Reading the daily headlines, you see death everywhere. Insecurity is one thing, but more worrisome than the death statistics are signs that people are taking justice into their own hands.
In the State of Chihuahua alone, there were 2,400 murders in 2009, of which 70 percent, or more than a 1,800 occurred in the municipality of Ciudad Juárez.
This year, it took only fifty-one days to reach the first thousand deaths; the toll mounted another thousand fifty-nine days later. Chihuahua, for the second year in a row, was the state with the most drug-related crimes.
Or were they?
The social decomposition begins to smell when it appears that groups unconnected with organized crime are also committing revenge killings or have used the crime situation as a pretext for launching their own extermination campaign against petty criminals.
Last Thursday, Leonel Aguirre Meza, president of two Sinaloa non-governmental human rights groups, the Comisión de Defensa de los Derechos Humanos and Frente Cívico Sinaloense, expressed his fear that death squads were taking the law into their own hands. It was, he said, an extremely dangerous situation, and one outside the law.
In the specific case of Sinaloa, a few months ago, warnings surfaced about a campaign against car thieves. It was no joke. A massacre last August in Navalato shows that the messages appearing with dead bodies of suspected car thieves are to be taken seriously.
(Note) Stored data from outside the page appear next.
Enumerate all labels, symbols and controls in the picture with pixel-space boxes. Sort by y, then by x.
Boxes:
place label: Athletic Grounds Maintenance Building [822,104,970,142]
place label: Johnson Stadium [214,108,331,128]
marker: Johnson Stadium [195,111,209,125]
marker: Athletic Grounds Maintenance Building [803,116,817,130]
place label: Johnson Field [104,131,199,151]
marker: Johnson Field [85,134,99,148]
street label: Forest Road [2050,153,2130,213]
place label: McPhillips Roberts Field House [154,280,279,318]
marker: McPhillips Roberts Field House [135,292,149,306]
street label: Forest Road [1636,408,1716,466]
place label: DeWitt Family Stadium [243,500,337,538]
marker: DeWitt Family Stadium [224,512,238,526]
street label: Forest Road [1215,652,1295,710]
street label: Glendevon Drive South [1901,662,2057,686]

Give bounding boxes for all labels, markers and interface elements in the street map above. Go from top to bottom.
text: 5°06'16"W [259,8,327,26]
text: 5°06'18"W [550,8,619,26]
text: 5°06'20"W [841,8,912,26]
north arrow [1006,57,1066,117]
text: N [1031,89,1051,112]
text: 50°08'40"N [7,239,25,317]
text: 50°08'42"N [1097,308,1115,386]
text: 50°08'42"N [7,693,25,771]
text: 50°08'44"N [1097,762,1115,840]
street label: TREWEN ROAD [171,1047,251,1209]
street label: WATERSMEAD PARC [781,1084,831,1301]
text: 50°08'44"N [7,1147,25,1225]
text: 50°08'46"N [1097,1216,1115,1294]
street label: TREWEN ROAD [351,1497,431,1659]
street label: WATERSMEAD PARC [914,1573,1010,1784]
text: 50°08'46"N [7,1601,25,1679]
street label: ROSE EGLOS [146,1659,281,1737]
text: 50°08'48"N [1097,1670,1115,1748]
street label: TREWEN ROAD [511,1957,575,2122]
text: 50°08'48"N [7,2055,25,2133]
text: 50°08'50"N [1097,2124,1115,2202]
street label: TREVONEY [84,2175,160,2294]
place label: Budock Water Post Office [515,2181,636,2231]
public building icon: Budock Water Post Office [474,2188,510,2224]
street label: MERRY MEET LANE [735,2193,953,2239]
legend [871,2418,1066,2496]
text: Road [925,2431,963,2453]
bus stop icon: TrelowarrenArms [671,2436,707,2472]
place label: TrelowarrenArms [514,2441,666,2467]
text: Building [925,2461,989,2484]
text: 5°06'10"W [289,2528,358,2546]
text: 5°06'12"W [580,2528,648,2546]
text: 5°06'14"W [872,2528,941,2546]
When commandos sprayed party goes with machine gun fire, killing eight, including several minors, the local prosecutor admitted that one likely motive was the execution of suspected car thieves.
Over the next several months, more bodies have appeared, with messages excusing the crime on the pretext that the victim was a suspected thief. Toy cars are placed with the bodies.
The curious case of the prescient alcalde
Tuesday, the mayor of the nation’s wealthiest community, San Pedro Garza Garcia, Neuvo Leon, Mauricio Fernández, fueled more speculation when he publically spoke of the alleged killings of some Beltran Leyva crime family members in Mexico City… befote the authorities in the Capital had even known of the crime.
Elected as a PAN candidate to govern San Pedro Garza García for the next three years, Fernández Garza vowed during his inaugural address last Saturday to launch a frontal war against organized crime, even if it means going beyond the scope of his powers as mayor to end kidnapping and drug trafficking in the region.
In presenting his security plan — which includes special teams of “cleansers” who will work to eliminate organized crime, underground clubs and three hundred sales outlets for drugs within the municipality – the mayor-elect announced the death of the Beltran operative, while at the same time mentioning the victim had made death threats against him.
And just the previous Monday Fernández Garza had said his administration would not be an idle spectator to organized crime.
Matazetas
In Veracruz, someone uploaded a video to YouTube showing suspected “Zetas” – including a former Tiberones futbol professional – being interrogated. Several of these suspects were late found killed by a group calling themselves “Matazetas” (Zeta-killers).
The videos include a message addressed to President Felipe Calderón Hinojosa, in which the self-described Matazetas praise the president for his administration of the fight against organized crime.
“Here [in the “Matazeta” group] you have the children, siblings and parents of entrepreneurs, farmers and businessmen who lost their lives for refusing to pay “protection money”, the message accompanying the tapes went on to explain. It added that each of the two tapes recorded the “interrogation” of three suspected Zetas.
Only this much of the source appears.